I was not at first opposed to the idea that the start of the new Congress should start with a reading of the Constitution. After all, the British parliament begins its sessions with the pageantry of the Queen’s Speech from the Throne, with heraldic trumpets, and the State Crown, and lots of bowing and scraping to…..to what? Not to this woman, the Queen, because she happened to have been born to the right couple at the right time. But, because the Queen represents the historical roots of the nation’s sovereignty. The Queen is no longer a sovereign ruler; the powers of the monarch have been yanked or whittled away for centuries, but still she is referred to as “the Sovereign.”

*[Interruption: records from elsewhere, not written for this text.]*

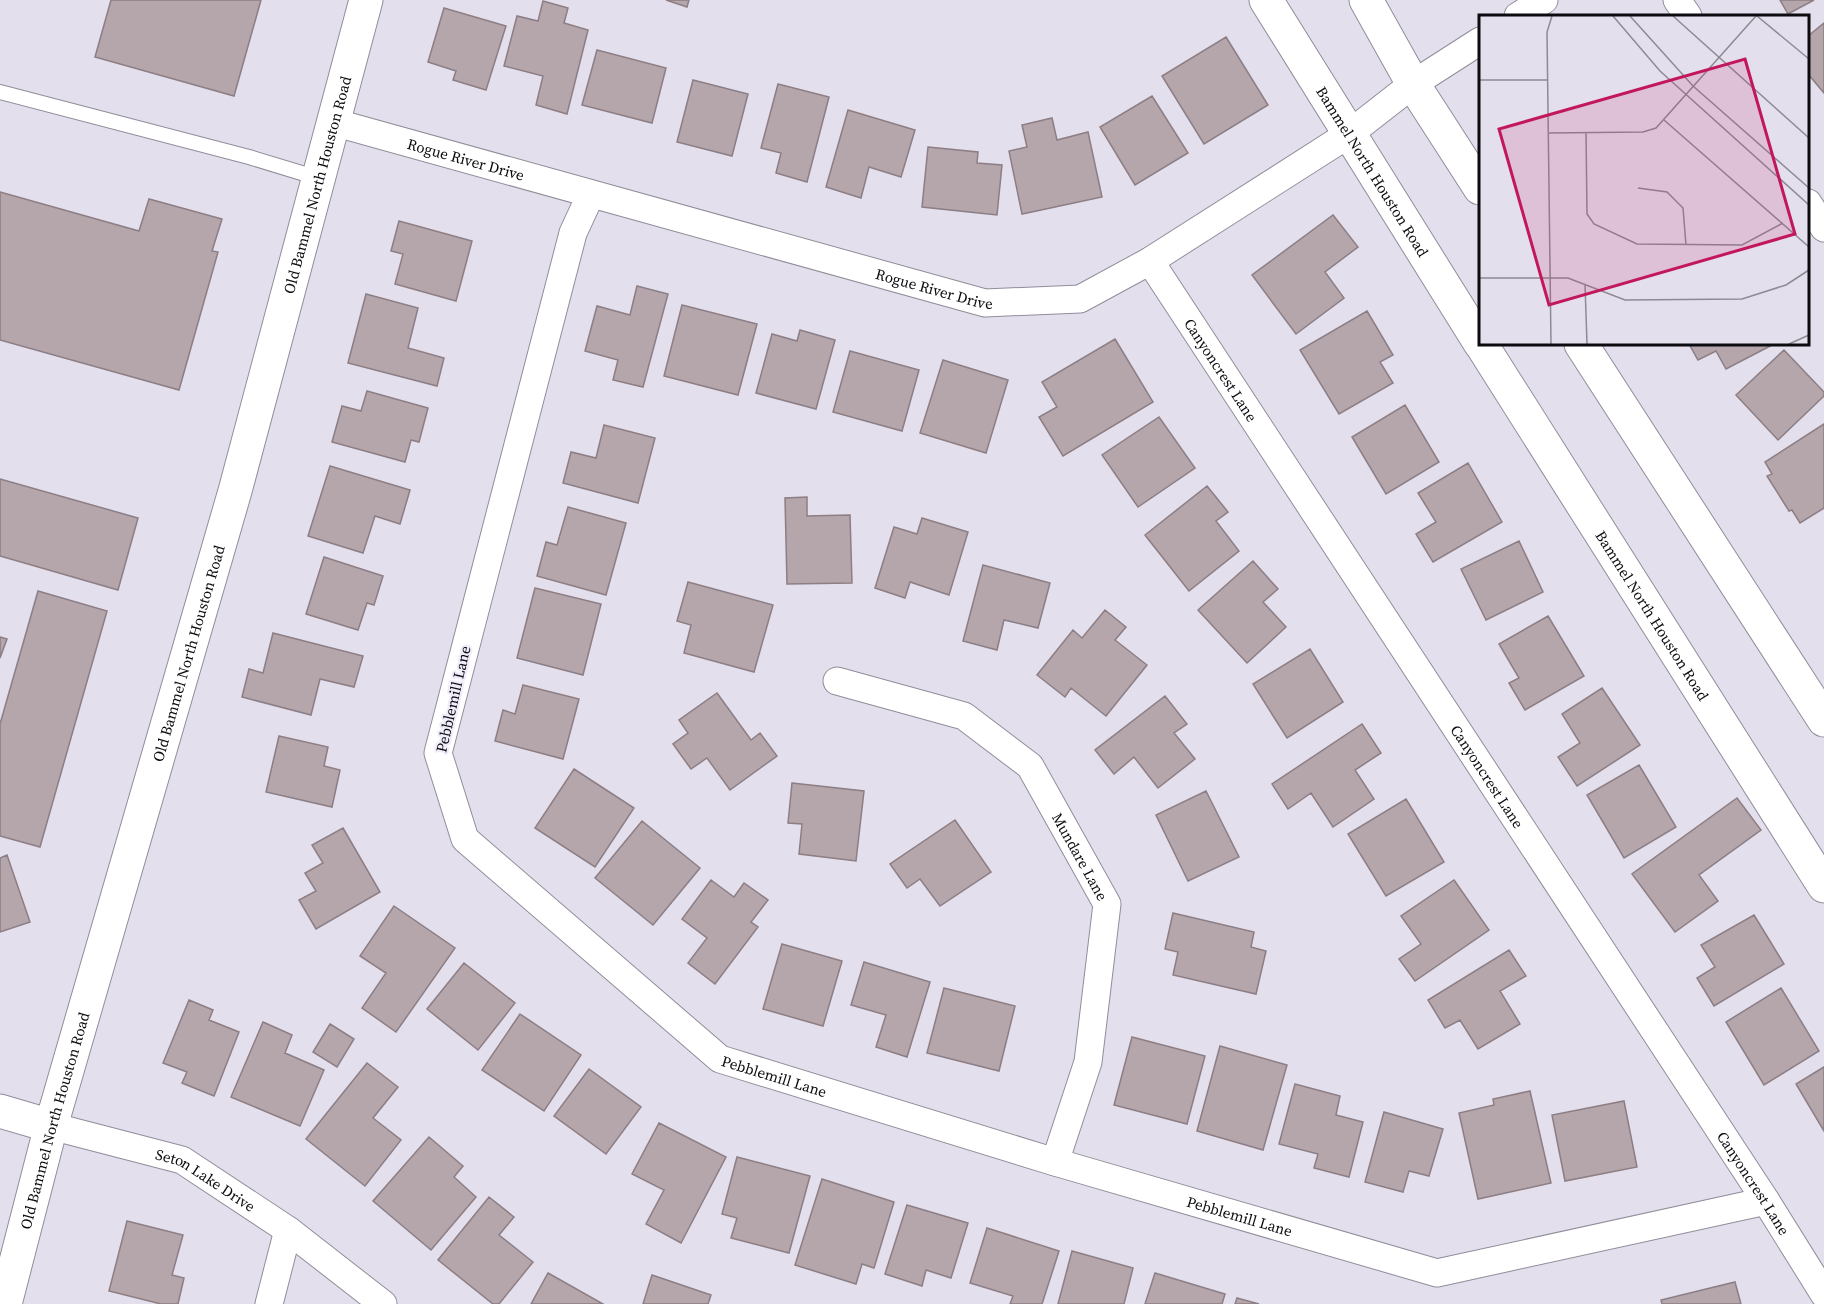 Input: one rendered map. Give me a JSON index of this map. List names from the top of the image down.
{
  "streets": {
    "main road": ["Bammel North Houston Road", "Old Bammel North Houston Road", "Seton Lake Drive"],
    "street": [
      "Rogue River Drive",
      "Canyoncrest Lane",
      "Pebblemill Lane",
      "Mundare Lane"
    ]
  },
  "crossings": [
    ["Rogue River Drive", "Bammel North Houston Road"],
    ["Rogue River Drive", "Old Bammel North Houston Road"],
    ["Rogue River Drive", "Canyoncrest Lane"],
    ["Rogue River Drive", "Pebblemill Lane"],
    ["Old Bammel North Houston Road", "Seton Lake Drive"],
    ["Canyoncrest Lane", "Pebblemill Lane"],
    ["Pebblemill Lane", "Mundare Lane"]
  ]
}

In our system, the people are sovereign. The compact by which they exercise that sovereignty is the Constitution and the method for the exercise of that sovereignty is the franchise. How fitting I thought that those newly sworn in as a result of the exercise of the franchise should be reminded of the compact that details how the government shall govern the governed. Just as importantly, I had hoped that the reading of the document, and its many amendments, would remind the new Congress not only of the Founder’s achievements but of their human frailties. Not only is the document filled with compromises, a useful example for the current Congress, but there is that moral enormity, the “three-fifths” clause, in the text, a reminder that the Founders were not gods, but mortals, who could not see their way clear to treat blacks as more than three-fifths of a human being, and that only for census purposes. Blacks were to remain property.
Some enterprising GOP communications director, however, recognized that it might not look good on television to have one of the new members of Congress reading the three-fifths clause for the cameras. So, they left it out. So, then the Constitution read yesterday in the well of the House was not the actual Constitution, but a fancified version, in which the bits we find repulsive and inconvenient are left out. Of course, in real history, those parts that came to be seen as repulsive were amended but pointing that out might make the point that the Constitution is not stuck in the weltanschauung of the late 18th century but changes with the times. Appearances and Scalia’s claims to the contrary, there is nothing easier in the world to manipulate than a text that is frozen in time.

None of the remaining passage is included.